Some Shakespeare scholars have devoted their careers to trying to work out the maze of collaborations in which Shakespeare was involved. The below article outlines the current thinking of which of Shakespeare’s plays we’re collaborative works, and which of his many contemporary playwrights Shakespeare worked with on each play.
The theatre was big business and the playwrights worked hard, sometimes alone but more often with another writer, and at times in teams. The hunger for plays in London was voracious and so they were churned out, almost like goods in a factory. Some of the Shakespeare texts that have been handed down to us are quite rough, as they were written fast and usually not refined, but completed for a deadline and immediately performed. The texts were disposable and there would have been no point in going back to them after they had served their purpose.
Shakespeare was highly sought after as a writing partner, especially when he became a ‘mature’ writer, valued by his contemporaries for his experience and the success of his plays. Sometimes he simply advised young writers, or helped them edit their plays, but he also co-wrote with many of them.
In recent years we have learnt a lot about Shakespeare’s involvement in the plays that were performed in the Elizabethan and Jacobean theatre, due partly to the use of computers, which are able to analyse language patterns and identify passages, and even single sentences, written by a particular writer. Those patterns are like fingerprints and so we now have a pretty good picture of Shakespeare’s widespread involvement. Here are the results of some of the work done by scholars on this.
Quite early in Shakespeare’s writing career – in 1596 – Edward III was published anonymously and attributed to him in a bookseller’s catalogue. The language of the text is generally quite uninspiring but there are passages that clearly come from Shakespeare’s pen.
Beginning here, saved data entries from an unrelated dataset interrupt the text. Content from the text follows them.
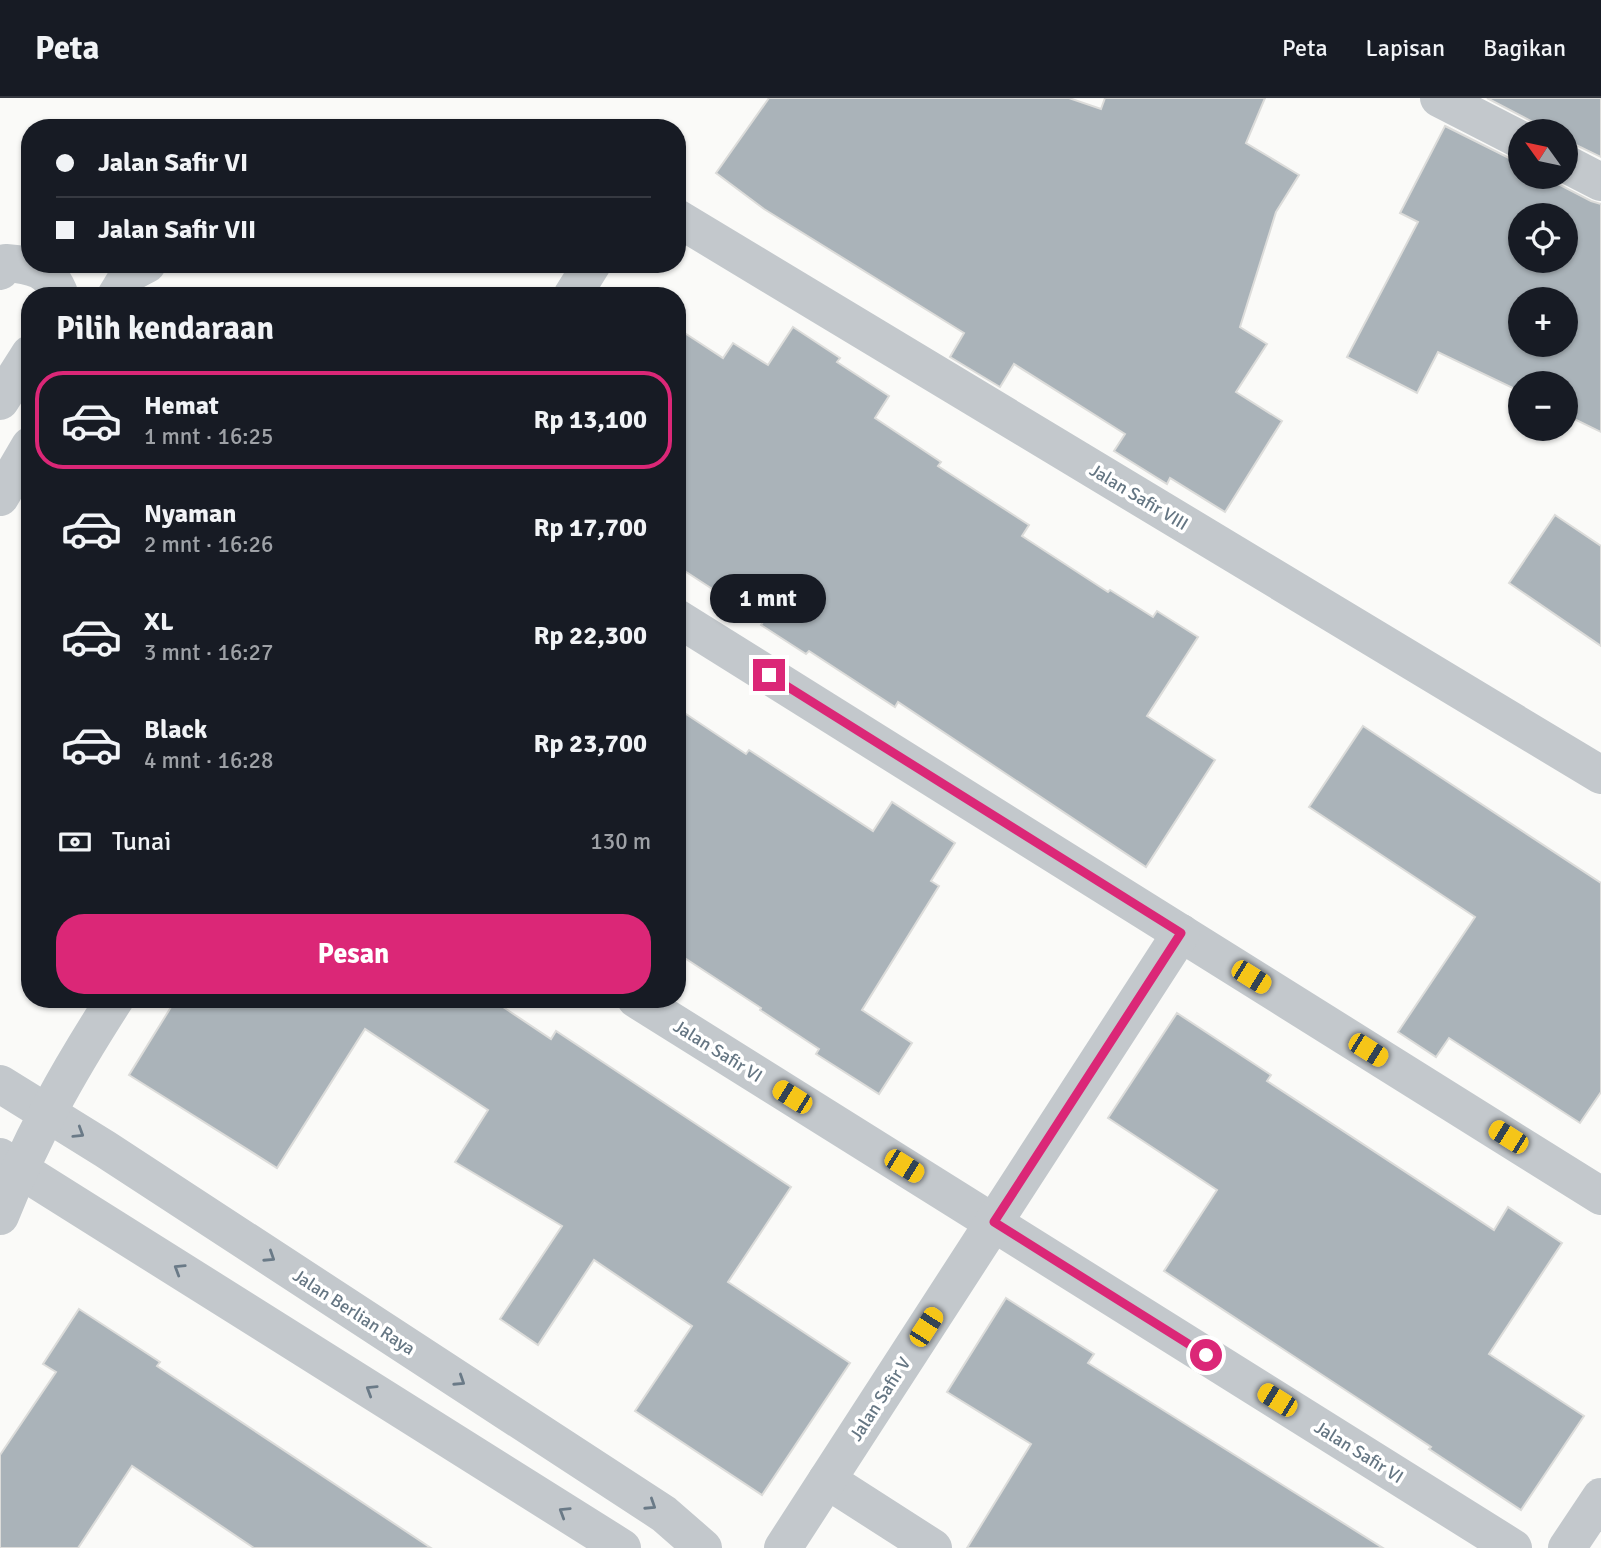 <!DOCTYPE html>
<html lang="id">
<meta charset="utf-8">
<style>
body{margin:0;font-family:Signika,sans-serif;background:#242831;color:#f1f3f6;height:100vh;display:flex;flex-direction:column;font-size:26px;white-space:nowrap}
*{box-sizing:border-box;margin:0}
p{font-size:23px;color:#9ea1a6}
.icon{flex:none;width:38px;height:38px;fill:none;stroke:currentColor;stroke-width:2;stroke-linecap:round;stroke-linejoin:round}
.map{position:relative;flex:1;overflow:hidden}
.panel{position:absolute;left:21px;top:189px;width:665px;height:721px;display:flex;flex-direction:column;background:#171b24;border-radius:28px;box-shadow:0 2px 5px #0004}
.panel>*{flex:none}
.banner{position:absolute;left:21px;top:21px;width:665px;height:154px;border-radius:28px;box-shadow:0 2px 5px #0004;display:grid;align-content:center;height:154px;padding:0 35px;background:#171b24}
.needle{width:46px;rotate:303deg}
.buttons{position:absolute;left:1508px;top:21px;display:grid;gap:14px}
.buttons a{display:grid;place-items:center;width:70px;height:70px;border-radius:50%;background:#171b24;box-shadow:0 2px 5px #0004;font-size:35px}
.end{position:absolute;width:32px;height:32px;margin:-16px;border:9px solid #db2777;background:#fff;box-shadow:0 0 0 4px #fff}
.from{border-radius:50%}
.bubble{position:absolute;height:49px;border-radius:24px;background:#171b24;box-shadow:0 2px 5px #0004;font-size:23px;font-weight:700;line-height:49px;text-align:center}
.car{position:absolute;width:21px;height:42px;margin:-21px -10px;border-radius:9px;box-shadow:0 0 5px 2px #0007;background:linear-gradient(#f5c518 24%,#345 0 40%,#f5c518 0 76%,#345 0 86%,#f5c518 0)}
.banner b{display:flex;align-items:center;gap:24px;height:66px;font-size:26px}
.banner b+b{border-top:2px solid #363941}
.banner i{width:18px;height:18px;background:#f1f3f6}
ul{padding:0;list-style:none}
li{display:flex;align-items:center;gap:21px;height:98px;margin:0 14px 10px;padding:0 21px;border:4px solid transparent;border-radius:28px}
li div{flex:1}
li b{display:block;font-size:26px}
li em{font-style:normal;font-weight:700}
li.current{border-color:#db2777}
li>.icon{width:63px;height:63px;stroke-width:1.5}
h2{padding:0 35px;font-size:32px;line-height:84px}
.pay{display:flex;align-items:center;gap:18px;height:77px;padding:0 35px;font-size:26px}
.pay p{margin-inline-start:auto}
.action{display:flex;gap:14px;margin-top:auto;padding:14px 35px}
.action a{flex:1;height:80px;border-radius:28px;background:#db2777;color:#fff;font-size:28px;font-weight:700;line-height:80px;text-align:center}
header{display:flex;align-items:center;gap:42px;box-sizing:border-box;height:98px;padding:0 35px;background:#171b24;border-bottom:2px solid #363941}
header strong{font-size:33px}
nav{display:flex;gap:38px;margin-inline-start:auto;font-size:24px}
.map>svg:first-child{display:block}
.building{fill:#aab3b9;stroke:#dcdcda;stroke-width:2;fill-rule:evenodd}
.lines{fill:none;stroke-linecap:round;stroke-linejoin:round}
.minor{stroke:#c3c8cc;stroke-width:38}
.oneway{stroke:#6a7a87}
.route{stroke:#db2777;stroke-width:9}
.labels{text-anchor:middle;dominant-baseline:central;stroke-width:7;stroke-linejoin:round;paint-order:stroke}
.street-label{font-size:18px;fill:#657683;stroke:#fff}
</style>
<header>
<strong>Peta</strong>
<nav><a>Peta</a><a>Lapisan</a><a>Bagikan</a></nav>
</header>
<div class="map">
<svg width="1601" height="1450" viewBox="0 0 1601 1450">
<rect width="100%" height="100%" fill="#fafaf8"/>
<g class="building">
<polygon points="769,0 1069,0 1101,11 1105,0 1265,0 1246,45 1299,77 1276,114 1240,229 1267,246 1236,294 1282,323 1225,414 1170,380 1167,386 1114,353 1125,336 1014,266 1000,289 950,259 964,235 764,111 716,75"/>
<polygon points="1487,0 1601,0 1601,59 1576,47 1566,44 1566,33 1540,33 1531,23"/>
<path d="M1445 28 1511 61 1521 64V79H1548L1556 85 1591 103 1601 106V334L1566 317V285H1521V294L1438 254 1417 295 1347 259 1418 124 1400 115ZM1521 117H1566V163H1521ZM1521 201H1566V247H1521Z"/>
<polygon points="793,229 840,260 837,264 889,298 875,320 941,364 938,368 1029,427 1022,438 1108,494 1110,492 1153,519 1157,513 1198,539 1147,618 1215,662 1146,769 898,604 895,609 809,553 806,556 761,527 763,524 677,468 677,230 723,260 733,245 768,267"/>
<polygon points="1555,417 1601,448 1601,548 1509,485"/>
<polygon points="677,610 746,656 749,652 873,733 892,704 955,745 931,783 939,788 862,912 912,945 879,996 816,956 819,951 760,912 761,910 677,855"/>
<polygon points="1363,628 1601,785 1601,994 1580,1025 1449,940 1436,959 1398,934 1475,819 1309,709"/>
<polygon points="176,901 491,901 551,941 556,933 791,1089 728,1184 850,1265 762,1397 635,1313 692,1228 594,1162 538,1247 500,1221 562,1128 455,1064 488,1012 365,931 277,1070 129,977"/>
<polygon points="1177,915 1271,977 1267,983 1494,1132 1508,1109 1562,1145 1489,1256 1584,1318 1521,1412 1429,1351 1431,1349 1371,1309 1164,1173 1217,1092 1108,1020"/>
<polygon points="1006,1200 1094,1256 1088,1265 1383,1450 967,1450 1031,1346 947,1294"/>
<polygon points="79,1211 160,1264 157,1268 431,1450 254,1450 132,1368 78,1450 0,1450 0,1357 56,1274 43,1266"/>
</g>
<g class="lines">
<g class="minor">
<polyline points="1439,0 1521,42"/>
<polyline points="1566,66 1601,84"/>
<polyline points="677,120 1601,677"/>
<path d="M0 173 6 165C32 167 51 171 60 198"/>
<polyline points="116,198 130,175 147,166"/>
<polyline points="572,198 592,166"/>
<polyline points="0,303 30,256"/>
<polyline points="0,399 30,348"/>
<polyline points="677,520 1601,1098"/>
<polyline points="636,901 1513,1450"/>
<polyline points="0,986 105,1051 664,1416 703,1450"/>
<polyline points="0,1059 622,1450"/>
<path d="M0 1118C32 1038 68 974 115 901"/>
<polyline points="827,1382 933,1450"/>
<polyline points="783,1450 1181,835"/>
<polyline points="1567,1450 1601,1399"/>
</g>
</g>
<defs><path id="oneway-chevron" d="M-2-3.5L2.5 0L-2 3.5" fill="none" stroke-width="1.6" stroke-linecap="round" stroke-linejoin="round" transform="scale(1.75)"/></defs>
<g class="oneway">
<use href="#oneway-chevron" transform="translate(79 1035) rotate(32)"/>
<use href="#oneway-chevron" transform="translate(270 1159) rotate(33)"/>
<use href="#oneway-chevron" transform="translate(179 1171) rotate(-148)"/>
<use href="#oneway-chevron" transform="translate(460 1283) rotate(33)"/>
<use href="#oneway-chevron" transform="translate(371 1292) rotate(-148)"/>
<use href="#oneway-chevron" transform="translate(651 1407) rotate(33)"/>
<use href="#oneway-chevron" transform="translate(564 1414) rotate(-148)"/>
</g>
<g class="lines">
<polyline class="route" points="769,577 1181,835 994,1124 1206,1257"/>
</g>
<g class="labels">
<g class="street-label">
<text transform="translate(1139 399) rotate(31)">Jalan Safir VIII</text>
<text transform="translate(718 953) rotate(32)">Jalan Safir VI</text>
<text transform="translate(354 1214) rotate(33)">Jalan Berlian Raya</text>
<text transform="translate(880 1301) rotate(-57)">Jalan Safir V</text>
<text transform="translate(1359 1354) rotate(32)">Jalan Safir VI</text>
</g>
</g>
</svg>
<div class="buttons">
<a><svg class="needle" viewBox="-14 -14 28 28"><path d="M0-13l5 13h-10z" fill="#e53935"/><path d="M0 13l5-13h-10z" fill="#9ea1a6"/></svg></a>
<a><svg class="icon" aria-label="locate" viewBox="0 0 24 24"><circle cx="12" cy="12" r="6"/><path d="M12 2v4M12 18v4M2 12h4M18 12h4"/></svg></a>
<a>+</a>
<a>−</a>
</div>
<i class="end from" style="left:1206px;top:1257px"></i>
<i class="end" style="left:769px;top:577px"></i>
<div class="bubble" style="left:710px;top:476px;width:116px">1 mnt</div>
<i class="car" style="left:1251px;top:879px;rotate:122deg"></i>
<i class="car" style="left:1368px;top:952px;rotate:122deg"></i>
<i class="car" style="left:792px;top:999px;rotate:302deg"></i>
<i class="car" style="left:1508px;top:1039px;rotate:302deg"></i>
<i class="car" style="left:904px;top:1068px;rotate:122deg"></i>
<i class="car" style="left:926px;top:1229px;rotate:33deg"></i>
<i class="car" style="left:1277px;top:1302px;rotate:302deg"></i>
<div class="banner">
<b><i class="from"></i>Jalan Safir VI</b>
<b><i></i>Jalan Safir VII</b>
</div>
<section class="panel">
<h2>Pilih kendaraan</h2>
<ul>
<li class="current"><svg class="icon" aria-label="car" viewBox="0 0 24 24"><path d="M5 17H2v-5l4-1 3-4h7l3 4 3 1v5h-3M9 17h6M6 11h13"/><circle cx="7" cy="17" r="2"/><circle cx="17" cy="17" r="2"/></svg><div><b>Hemat</b><p>1 mnt · 16:25</p></div><em>Rp 13,100</em></li>
<li><svg class="icon" aria-label="car" viewBox="0 0 24 24"><path d="M5 17H2v-5l4-1 3-4h7l3 4 3 1v5h-3M9 17h6M6 11h13"/><circle cx="7" cy="17" r="2"/><circle cx="17" cy="17" r="2"/></svg><div><b>Nyaman</b><p>2 mnt · 16:26</p></div><em>Rp 17,700</em></li>
<li><svg class="icon" aria-label="car" viewBox="0 0 24 24"><path d="M5 17H2v-5l4-1 3-4h7l3 4 3 1v5h-3M9 17h6M6 11h13"/><circle cx="7" cy="17" r="2"/><circle cx="17" cy="17" r="2"/></svg><div><b>XL</b><p>3 mnt · 16:27</p></div><em>Rp 22,300</em></li>
<li><svg class="icon" aria-label="car" viewBox="0 0 24 24"><path d="M5 17H2v-5l4-1 3-4h7l3 4 3 1v5h-3M9 17h6M6 11h13"/><circle cx="7" cy="17" r="2"/><circle cx="17" cy="17" r="2"/></svg><div><b>Black</b><p>4 mnt · 16:28</p></div><em>Rp 23,700</em></li>
</ul>
<div class="pay"><svg class="icon" aria-label="cash" viewBox="0 0 24 24"><path d="M3 7h18v10H3z"/><circle cx="12" cy="12" r="2"/></svg>Tunai<p>130 m</p></div>
<div class="action"><a>Pesan</a></div>
</section>
</div>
Scholars now believe that the play was written by a writing team that included him. The two writers identified as having written the most are Shakespeare and Thomas Kyd.
Analysis of Henry VI, Part 1 has revealed that Shakespeare wrote less than 20% of the text. There are several different styles, suggesting that the play was written by quite a large team, most of whom have not been identified, although the first act is thought to be the work of Thomas Nashe. As usual with Shakespeare, when one comes across a passage written by him the language suddenly comes alive. That can be seen in the sections of text identified as having been written by him, which are part of Act 2 scene 4, Act 4 scenes 2 to 5 and the first 32 lines of scene 7.
George Peele and Shakespeare worked together on Titus Andronicus. This is a more difficult one because they appear to have written together rather than each working on separate parts. It is thought that the play was written by Peele with revision and heavy editing of the text by Shakespeare.
Most of Shakespeare’s collaborations were with his friends, Thomas Middleton and John Fletcher. Middleton inserted some musical sequences into Mabeth as it appears in the First Folio. He also did some light revision of Measure for Measure. Scholars believe that both worked on Timon of Athens, which has a somewhat incoherent plot. Also, the play has a cynicism that is unusual in Shakespeare’s work and seems to fit the more cynical tone of Middleton’s work. Two scholars, Emma Smith and Lurie Maguire of Oxford University suggested in research published in 2012 that the two writers collaborated on All’s Well That Ends Well.
Cardenio is a play that has unfortunately been lost, but contemporary reports affirm that Shakespeare collaborated with John Fletcher on it. The scholarly consensus about Henry VIII is that the two collaborated on it. The Two Noble Kinsmen was attributed to Fletcher and Shakespeare on the title page of the quarto of 1634 and it seems that they each wrote half of the play.